States may curb ‘faithless electors,’ Supreme Court rules

click to enlarge States may curb ‘faithless electors,’ Supreme Court rules
Nick Cote/The New York Times
Members of the Colorado Electoral College casting their votes for presidential candidates in Denver on Dec. 19, 2016. States can require members of the Electoral College to cast their votes for the presidential candidates they had pledged to support, the Supreme Court unanimously ruled on Monday, July 6, 2020.
By Adam Liptak
The New York Times Company


WASHINGTON — States can require members of the Electoral College to cast their votes for the presidential candidates they had pledged to support, the Supreme Court unanimously ruled Monday, curbing the independence of electors and limiting one potential source of uncertainty in the 2020 presidential election.

Thirty-two states and the District of Columbia have laws requiring electors to vote as they had promised, but recent court decisions had come to opposite conclusions about whether electors may disregard their pledges.

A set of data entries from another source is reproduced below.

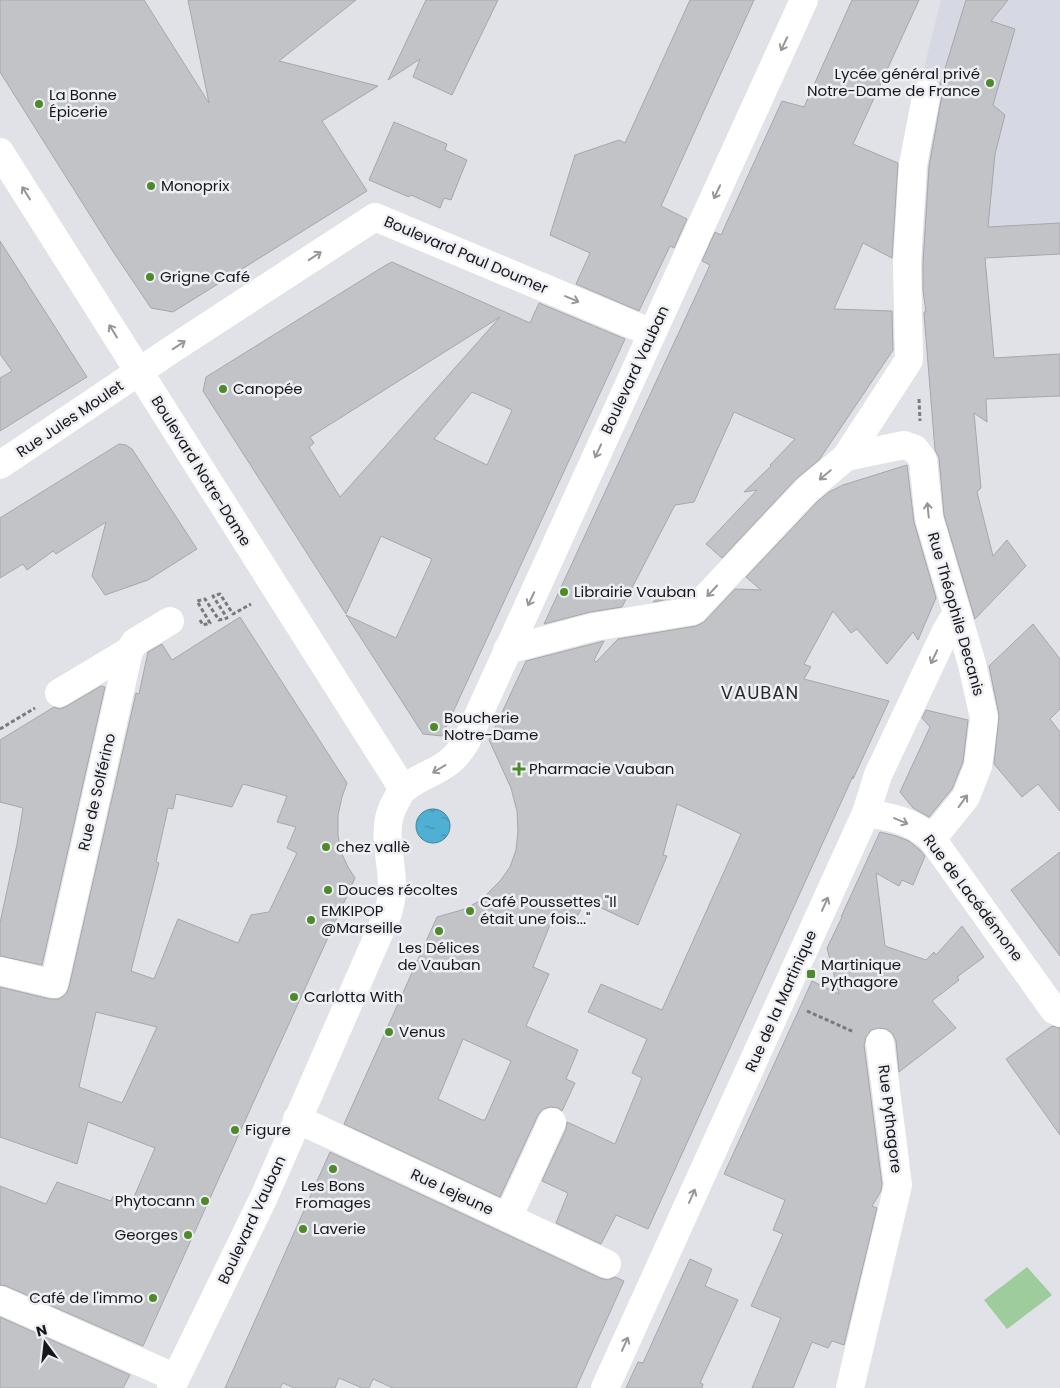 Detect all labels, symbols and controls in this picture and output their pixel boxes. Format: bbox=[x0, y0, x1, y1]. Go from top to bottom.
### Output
one-way arrow bbox=[779, 36, 789, 51]
place label: Lycée général privé Notre-Dame de France bbox=[807, 63, 980, 101]
marker: Lycée général privé Notre-Dame de France bbox=[984, 77, 996, 89]
place label: La Bonne Épicerie bbox=[49, 84, 117, 122]
marker: La Bonne Épicerie bbox=[33, 98, 45, 110]
place label: Monoprix bbox=[161, 175, 229, 196]
marker: Monoprix bbox=[145, 180, 157, 192]
one-way arrow bbox=[711, 184, 721, 199]
one-way arrow bbox=[21, 187, 31, 201]
street label: Boulevard Paul Doumer bbox=[381, 210, 552, 299]
one-way arrow bbox=[308, 251, 322, 261]
place label: Grigne Café bbox=[160, 266, 250, 287]
marker: Grigne Café bbox=[144, 271, 156, 283]
one-way arrow bbox=[564, 295, 579, 305]
street label: Boulevard Vauban bbox=[596, 302, 674, 437]
one-way arrow bbox=[108, 324, 118, 338]
one-way arrow bbox=[172, 339, 186, 349]
street label: Rue Jules Moulet bbox=[12, 375, 127, 462]
place label: Canopée bbox=[233, 378, 303, 399]
marker: Canopée bbox=[217, 383, 229, 395]
street label: Boulevard Notre-Dame bbox=[146, 391, 256, 550]
one-way arrow bbox=[593, 443, 603, 458]
one-way arrow bbox=[818, 469, 831, 480]
one-way arrow bbox=[923, 502, 933, 518]
street label: Rue Théophile Decanis bbox=[923, 530, 990, 698]
place label: Librairie Vauban bbox=[574, 581, 696, 602]
one-way arrow bbox=[706, 585, 718, 598]
marker: Librairie Vauban bbox=[558, 586, 570, 598]
one-way arrow bbox=[525, 591, 535, 606]
one-way arrow bbox=[929, 649, 939, 664]
district label: VAUBAN bbox=[721, 680, 799, 705]
place label: Boucherie Notre-Dame bbox=[444, 707, 538, 745]
marker: Boucherie Notre-Dame bbox=[428, 721, 440, 733]
street label: Rue de Solférino bbox=[73, 731, 120, 853]
place label: Pharmacie Vauban bbox=[529, 758, 674, 779]
marker: Pharmacie Vauban bbox=[513, 763, 525, 775]
one-way arrow bbox=[432, 765, 446, 775]
one-way arrow bbox=[958, 794, 968, 808]
one-way arrow bbox=[893, 816, 908, 826]
street label: Rue de Lacédémone bbox=[919, 830, 1028, 965]
place label: chez vallè bbox=[336, 836, 410, 857]
marker: chez vallè bbox=[320, 841, 332, 853]
place label: Douces récoltes bbox=[338, 879, 458, 900]
marker: Douces récoltes bbox=[322, 884, 334, 896]
place label: Café Poussettes "Il était une fois..." bbox=[480, 891, 617, 929]
one-way arrow bbox=[820, 897, 830, 912]
place label: EMKIPOP @Marseille bbox=[321, 900, 402, 938]
marker: Café Poussettes "Il était une fois..." bbox=[464, 905, 476, 917]
marker: EMKIPOP @Marseille bbox=[305, 914, 317, 926]
marker: Les Délices de Vauban bbox=[433, 925, 445, 937]
street label: Rue de la Martinique bbox=[740, 926, 821, 1075]
place label: Les Délices de Vauban bbox=[397, 937, 481, 975]
place label: Martinique Pythagore bbox=[821, 954, 901, 992]
marker: Martinique Pythagore bbox=[805, 968, 817, 980]
place label: Carlotta With bbox=[304, 986, 403, 1007]
marker: Carlotta With bbox=[288, 991, 300, 1003]
place label: Venus bbox=[399, 1021, 446, 1042]
marker: Venus bbox=[383, 1026, 395, 1038]
street label: Rue Pythagore bbox=[873, 1064, 908, 1174]
place label: Figure bbox=[245, 1119, 291, 1140]
marker: Figure bbox=[229, 1124, 241, 1136]
street label: Boulevard Vauban bbox=[213, 1152, 291, 1287]
marker: Les Bons Fromages bbox=[327, 1163, 339, 1175]
street label: Rue Lejeune bbox=[407, 1163, 497, 1220]
place label: Les Bons Fromages bbox=[295, 1175, 371, 1213]
one-way arrow bbox=[688, 1189, 698, 1204]
place label: Phytocann bbox=[115, 1190, 195, 1211]
marker: Phytocann bbox=[199, 1195, 211, 1207]
place label: Laverie bbox=[313, 1218, 366, 1239]
marker: Laverie bbox=[297, 1223, 309, 1235]
place label: Georges bbox=[115, 1224, 178, 1245]
marker: Georges bbox=[182, 1229, 194, 1241]
place label: Café de l'immo bbox=[29, 1287, 143, 1308]
marker: Café de l'immo bbox=[147, 1292, 159, 1304]
north arrow bbox=[20, 1318, 70, 1368]
text: N bbox=[34, 1319, 49, 1341]
one-way arrow bbox=[620, 1337, 630, 1352]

The Supreme Court resolved the dispute Monday in a pair of cases concerning electors in Washington state and Colorado, by saying that states are entitled to remove or punish electors who changed their votes. In states without such penalties, electors remain free to change their votes.

Members of the Electoral College cast the actual votes for president four weeks after Election Day. Among the states and the District of Columbia that have laws requiring electors to vote as they had promised, 15 states back up their requirements by either removing rogue electors or subjecting them to financial penalties.

Since the Constitution gives states the power to appoint electors, Justice Elena Kagan wrote for seven members of the court wrote, that power allows them to impose conditions on their appointment.

“A state can require, for example, that an elector live in the state or qualify as a regular voter during the relevant time period,” Kagan wrote. It can also, she wrote, insist that electors vote for the candidate they had promised to support. And “it can demand that the elector actually live up to his pledge, on pain of penalty,” she wrote.

Recent court decisions had come to opposite conclusions about whether electors may disregard their pledges.

Last year, the Washington state Supreme Court upheld fines of $1,000 on three Democratic electors who had cast their electoral votes in 2016 for Colin Powell rather than for Hillary Clinton.

A few months after the Washington Supreme Court ruled, the 10th U.S. Circuit Court of Appeals, in Denver, rejected its reasoning in a case involving Colorado. The federal appeals court said that Colorado had been wrong to discard a vote from a Democratic elector who had wanted to cast a ballot for Gov. John Kasich of Ohio.